[Posted December 22, 2010] As you may have seen, the Senate has confirmed Judge Albert Diaz of North Carolina for a seat on the US Court of Appeals for the Fourth Circuit. The elevation of Judge Diaz from the North Carolina Business Court brings the Fourth’s list of judges up to just short of a full complement – 14 out of the authorized 15 seats will now be filled. The last seat remaining vacant is that of Judge Karen Williams of South Carolina, who retired last year; I’m not aware of any pending nomination for that position, so the ball is in President Obama’s court on that one.

Just two years ago, the Fourth languished when it came to Senate confirmations. At one point, there were five vacancies on the 15-member court, an intolerable situation that caused the court to rely heavily on district judges sitting by designation, visiting judges from other circuits, and even the occasional US Supreme Court Justice riding circuit (Justice O’Connor, post-retirement, comes immediately to mind).
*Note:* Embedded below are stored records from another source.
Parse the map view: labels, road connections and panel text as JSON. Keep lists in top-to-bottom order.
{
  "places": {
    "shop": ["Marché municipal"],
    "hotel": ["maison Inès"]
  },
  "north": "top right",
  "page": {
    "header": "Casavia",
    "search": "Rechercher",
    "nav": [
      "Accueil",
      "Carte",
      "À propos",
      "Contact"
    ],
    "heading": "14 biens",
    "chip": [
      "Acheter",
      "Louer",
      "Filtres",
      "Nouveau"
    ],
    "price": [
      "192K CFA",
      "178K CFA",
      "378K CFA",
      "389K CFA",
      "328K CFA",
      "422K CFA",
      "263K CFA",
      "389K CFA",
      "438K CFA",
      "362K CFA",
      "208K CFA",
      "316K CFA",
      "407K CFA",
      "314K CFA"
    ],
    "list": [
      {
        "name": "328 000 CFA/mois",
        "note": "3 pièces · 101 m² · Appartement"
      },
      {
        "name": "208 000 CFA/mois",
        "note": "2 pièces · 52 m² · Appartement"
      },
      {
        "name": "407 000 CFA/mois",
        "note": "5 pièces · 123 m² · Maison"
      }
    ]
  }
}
I suspect that the court has also dealt with the shortage in another, less desirable way: by cutting back on the number of oral arguments granted. Read on.
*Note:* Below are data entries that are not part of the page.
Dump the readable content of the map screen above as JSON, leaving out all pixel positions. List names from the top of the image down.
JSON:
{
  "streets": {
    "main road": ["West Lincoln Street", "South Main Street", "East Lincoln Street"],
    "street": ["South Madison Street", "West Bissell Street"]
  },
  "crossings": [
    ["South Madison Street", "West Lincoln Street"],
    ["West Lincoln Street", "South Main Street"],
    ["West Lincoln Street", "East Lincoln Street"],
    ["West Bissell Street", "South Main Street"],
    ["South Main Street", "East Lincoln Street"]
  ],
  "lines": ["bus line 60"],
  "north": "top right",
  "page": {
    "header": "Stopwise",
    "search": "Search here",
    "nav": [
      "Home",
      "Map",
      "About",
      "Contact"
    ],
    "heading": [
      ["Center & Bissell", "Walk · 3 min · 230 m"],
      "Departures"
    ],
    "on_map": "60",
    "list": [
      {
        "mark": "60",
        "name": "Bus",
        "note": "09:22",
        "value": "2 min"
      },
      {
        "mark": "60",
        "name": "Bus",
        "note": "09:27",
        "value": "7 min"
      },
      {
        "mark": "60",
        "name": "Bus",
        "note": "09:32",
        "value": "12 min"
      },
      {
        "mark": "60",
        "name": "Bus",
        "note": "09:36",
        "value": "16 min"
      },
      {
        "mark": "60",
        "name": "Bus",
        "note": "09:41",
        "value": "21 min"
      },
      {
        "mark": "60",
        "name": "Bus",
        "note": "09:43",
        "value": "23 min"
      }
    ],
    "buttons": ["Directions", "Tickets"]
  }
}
In the year ended March 31, 2010, the court disposed of just under 3,000 cases on the merits, and this doesn’t include 2,000 more procedural terminations. Of those 3,000, the court bestowed oral-argument privileges upon just 378 cases. By way of comparison, the Second Circuit granted oral argument 40% of the time; the Seventh, nearly half the time; and even the much-maligned Ninth over a third of the time. The national average in the federal circuits was about 27%.
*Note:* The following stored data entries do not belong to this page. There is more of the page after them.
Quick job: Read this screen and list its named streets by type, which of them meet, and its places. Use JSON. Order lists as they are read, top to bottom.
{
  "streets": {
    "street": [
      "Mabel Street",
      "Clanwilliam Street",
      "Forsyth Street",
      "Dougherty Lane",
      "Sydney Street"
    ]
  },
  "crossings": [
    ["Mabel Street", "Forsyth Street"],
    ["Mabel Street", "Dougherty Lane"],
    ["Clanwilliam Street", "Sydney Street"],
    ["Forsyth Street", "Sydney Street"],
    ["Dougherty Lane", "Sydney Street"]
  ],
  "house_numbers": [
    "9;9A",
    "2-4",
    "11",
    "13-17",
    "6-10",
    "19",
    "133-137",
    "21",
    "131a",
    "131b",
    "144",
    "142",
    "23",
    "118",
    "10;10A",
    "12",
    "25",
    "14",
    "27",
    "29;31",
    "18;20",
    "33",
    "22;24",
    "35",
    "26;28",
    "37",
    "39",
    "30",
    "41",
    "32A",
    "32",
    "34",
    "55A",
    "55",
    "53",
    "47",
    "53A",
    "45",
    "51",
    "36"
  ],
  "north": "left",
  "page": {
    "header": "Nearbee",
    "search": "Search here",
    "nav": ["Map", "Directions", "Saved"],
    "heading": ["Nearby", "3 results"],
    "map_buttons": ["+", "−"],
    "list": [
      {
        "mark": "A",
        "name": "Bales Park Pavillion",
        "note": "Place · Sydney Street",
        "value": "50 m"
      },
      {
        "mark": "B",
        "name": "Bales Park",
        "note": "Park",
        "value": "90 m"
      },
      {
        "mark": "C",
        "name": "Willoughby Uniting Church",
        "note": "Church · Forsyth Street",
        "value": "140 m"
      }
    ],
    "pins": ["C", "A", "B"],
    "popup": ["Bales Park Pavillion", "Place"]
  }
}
That means that in the Fourth Circuit, your odds of getting oral argument last year were about one in eight (12.7%). Unless the level of advocacy – including appellate case selection – is just god-awful in the Fourth Circuit, I simply cannot conceive that seven out of eight cases there are either so frivolous or so obvious in outcome that the appellants shouldn’t at least have a chance to come in and ask a live panel of judges to reverse their judgments. The court has to be forgoing oral arguments to save on judicial resources.

My earnest hope is that this increase in available judicial manpower will permit the court to grant more oral arguments, which have been woefully low for several years. Just nine years ago, the court granted oral argument more than 20% of the time – still low in comparison with the other courts listed, but well above what we’ve seen lately. It’s time to return to a more interactive form of appellate advocacy and decisionmaking.